_HOW TO COMPLETE THIS TASK:_ If a line below contains "lineWidth", count it. Report the final total and nothing more.
++++ DATA TO USE
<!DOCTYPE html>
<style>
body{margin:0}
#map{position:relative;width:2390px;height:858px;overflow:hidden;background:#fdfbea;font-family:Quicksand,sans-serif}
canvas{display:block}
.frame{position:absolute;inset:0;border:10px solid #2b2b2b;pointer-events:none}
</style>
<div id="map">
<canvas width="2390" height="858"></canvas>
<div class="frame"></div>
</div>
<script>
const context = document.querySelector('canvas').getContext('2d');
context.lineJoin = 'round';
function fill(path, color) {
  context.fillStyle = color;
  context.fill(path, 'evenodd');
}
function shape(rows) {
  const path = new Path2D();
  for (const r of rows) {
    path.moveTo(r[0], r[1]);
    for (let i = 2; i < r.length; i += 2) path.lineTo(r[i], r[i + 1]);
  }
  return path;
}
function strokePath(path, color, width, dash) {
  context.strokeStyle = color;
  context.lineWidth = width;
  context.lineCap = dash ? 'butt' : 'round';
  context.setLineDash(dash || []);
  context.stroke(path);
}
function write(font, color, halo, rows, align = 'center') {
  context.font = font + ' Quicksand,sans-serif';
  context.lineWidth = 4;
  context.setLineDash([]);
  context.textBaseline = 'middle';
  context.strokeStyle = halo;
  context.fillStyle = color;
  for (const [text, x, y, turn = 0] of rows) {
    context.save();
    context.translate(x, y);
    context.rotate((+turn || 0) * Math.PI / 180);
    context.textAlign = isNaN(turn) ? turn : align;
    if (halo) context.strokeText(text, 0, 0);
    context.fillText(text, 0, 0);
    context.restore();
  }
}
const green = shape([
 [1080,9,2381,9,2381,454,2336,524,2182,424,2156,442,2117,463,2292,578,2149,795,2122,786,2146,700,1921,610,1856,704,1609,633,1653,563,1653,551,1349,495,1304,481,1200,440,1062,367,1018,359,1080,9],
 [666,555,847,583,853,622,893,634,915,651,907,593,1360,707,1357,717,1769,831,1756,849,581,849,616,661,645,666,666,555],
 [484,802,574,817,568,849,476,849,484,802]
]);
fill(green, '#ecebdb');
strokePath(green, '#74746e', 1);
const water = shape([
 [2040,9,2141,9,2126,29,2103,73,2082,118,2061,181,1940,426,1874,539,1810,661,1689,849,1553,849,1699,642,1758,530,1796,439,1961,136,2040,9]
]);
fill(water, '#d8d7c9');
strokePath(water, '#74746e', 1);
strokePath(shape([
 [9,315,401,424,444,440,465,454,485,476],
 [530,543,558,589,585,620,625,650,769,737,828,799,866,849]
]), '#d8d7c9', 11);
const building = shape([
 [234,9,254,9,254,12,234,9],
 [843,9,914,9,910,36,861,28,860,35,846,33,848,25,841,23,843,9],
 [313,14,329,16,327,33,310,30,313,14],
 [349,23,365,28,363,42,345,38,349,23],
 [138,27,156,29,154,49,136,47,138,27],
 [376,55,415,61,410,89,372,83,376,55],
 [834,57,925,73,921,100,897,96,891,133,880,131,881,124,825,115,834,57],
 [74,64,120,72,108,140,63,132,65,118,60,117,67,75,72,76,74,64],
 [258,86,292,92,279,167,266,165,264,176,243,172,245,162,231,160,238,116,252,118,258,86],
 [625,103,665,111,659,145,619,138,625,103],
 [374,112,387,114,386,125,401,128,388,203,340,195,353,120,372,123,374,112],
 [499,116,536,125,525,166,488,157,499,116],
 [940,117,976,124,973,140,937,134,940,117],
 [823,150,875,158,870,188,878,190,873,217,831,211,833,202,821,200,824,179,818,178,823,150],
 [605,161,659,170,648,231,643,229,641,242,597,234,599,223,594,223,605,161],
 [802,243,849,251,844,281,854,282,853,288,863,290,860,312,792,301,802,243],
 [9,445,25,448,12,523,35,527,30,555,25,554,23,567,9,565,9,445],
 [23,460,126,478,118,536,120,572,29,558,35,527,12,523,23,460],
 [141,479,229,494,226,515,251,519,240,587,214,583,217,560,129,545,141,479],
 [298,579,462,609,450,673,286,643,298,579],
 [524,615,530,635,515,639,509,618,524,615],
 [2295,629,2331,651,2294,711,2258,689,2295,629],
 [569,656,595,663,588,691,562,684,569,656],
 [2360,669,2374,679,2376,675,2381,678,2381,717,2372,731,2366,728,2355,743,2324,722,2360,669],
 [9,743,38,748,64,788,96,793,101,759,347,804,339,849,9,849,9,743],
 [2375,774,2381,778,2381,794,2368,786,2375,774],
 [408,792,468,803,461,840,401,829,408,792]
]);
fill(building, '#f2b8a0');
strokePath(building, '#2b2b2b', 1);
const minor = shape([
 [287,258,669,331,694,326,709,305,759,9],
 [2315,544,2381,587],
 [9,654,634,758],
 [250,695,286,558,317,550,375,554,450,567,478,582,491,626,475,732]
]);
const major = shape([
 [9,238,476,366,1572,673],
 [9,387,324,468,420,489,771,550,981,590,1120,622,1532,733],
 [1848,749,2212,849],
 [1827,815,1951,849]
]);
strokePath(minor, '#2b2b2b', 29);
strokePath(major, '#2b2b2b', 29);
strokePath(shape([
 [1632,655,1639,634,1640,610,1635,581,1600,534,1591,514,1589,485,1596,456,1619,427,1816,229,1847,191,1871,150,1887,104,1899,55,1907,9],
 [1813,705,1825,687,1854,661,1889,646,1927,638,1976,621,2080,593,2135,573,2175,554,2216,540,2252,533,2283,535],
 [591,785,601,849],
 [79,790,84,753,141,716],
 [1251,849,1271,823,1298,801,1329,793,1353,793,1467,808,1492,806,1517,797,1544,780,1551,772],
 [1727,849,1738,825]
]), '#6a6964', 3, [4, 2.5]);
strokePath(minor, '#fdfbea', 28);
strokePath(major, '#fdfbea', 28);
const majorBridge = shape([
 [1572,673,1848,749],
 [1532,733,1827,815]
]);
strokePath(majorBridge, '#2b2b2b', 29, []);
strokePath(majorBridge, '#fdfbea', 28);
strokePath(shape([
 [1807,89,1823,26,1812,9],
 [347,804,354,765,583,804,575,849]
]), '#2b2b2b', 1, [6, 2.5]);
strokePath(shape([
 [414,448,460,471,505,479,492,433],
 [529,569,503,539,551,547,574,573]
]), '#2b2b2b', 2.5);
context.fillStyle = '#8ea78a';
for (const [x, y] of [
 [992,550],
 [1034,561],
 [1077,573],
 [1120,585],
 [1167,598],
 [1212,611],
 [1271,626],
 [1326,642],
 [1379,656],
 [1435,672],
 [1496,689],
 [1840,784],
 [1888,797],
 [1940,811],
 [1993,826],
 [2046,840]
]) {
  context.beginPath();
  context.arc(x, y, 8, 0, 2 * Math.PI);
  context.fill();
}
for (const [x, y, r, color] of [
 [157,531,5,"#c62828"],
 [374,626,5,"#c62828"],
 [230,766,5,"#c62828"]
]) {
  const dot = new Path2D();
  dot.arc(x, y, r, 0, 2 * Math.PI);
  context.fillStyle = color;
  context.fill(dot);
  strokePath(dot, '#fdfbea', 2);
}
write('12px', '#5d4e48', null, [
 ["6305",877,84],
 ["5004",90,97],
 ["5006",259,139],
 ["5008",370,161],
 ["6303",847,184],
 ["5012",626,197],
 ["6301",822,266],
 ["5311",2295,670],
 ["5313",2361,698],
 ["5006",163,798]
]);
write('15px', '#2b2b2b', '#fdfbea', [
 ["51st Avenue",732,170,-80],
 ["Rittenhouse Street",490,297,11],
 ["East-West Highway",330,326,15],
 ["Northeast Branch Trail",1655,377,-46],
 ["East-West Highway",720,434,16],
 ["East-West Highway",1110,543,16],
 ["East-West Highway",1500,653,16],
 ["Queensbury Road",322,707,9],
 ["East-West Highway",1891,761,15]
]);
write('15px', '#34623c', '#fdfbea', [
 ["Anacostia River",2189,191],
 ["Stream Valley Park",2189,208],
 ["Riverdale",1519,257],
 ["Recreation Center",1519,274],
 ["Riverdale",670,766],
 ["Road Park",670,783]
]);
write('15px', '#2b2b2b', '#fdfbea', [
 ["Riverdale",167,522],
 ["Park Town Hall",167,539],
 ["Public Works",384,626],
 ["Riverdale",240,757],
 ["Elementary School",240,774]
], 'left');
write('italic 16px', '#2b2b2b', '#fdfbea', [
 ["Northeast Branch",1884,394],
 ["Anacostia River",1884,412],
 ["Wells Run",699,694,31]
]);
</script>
++++++++
_WRITTEN SOLUTION:_ 2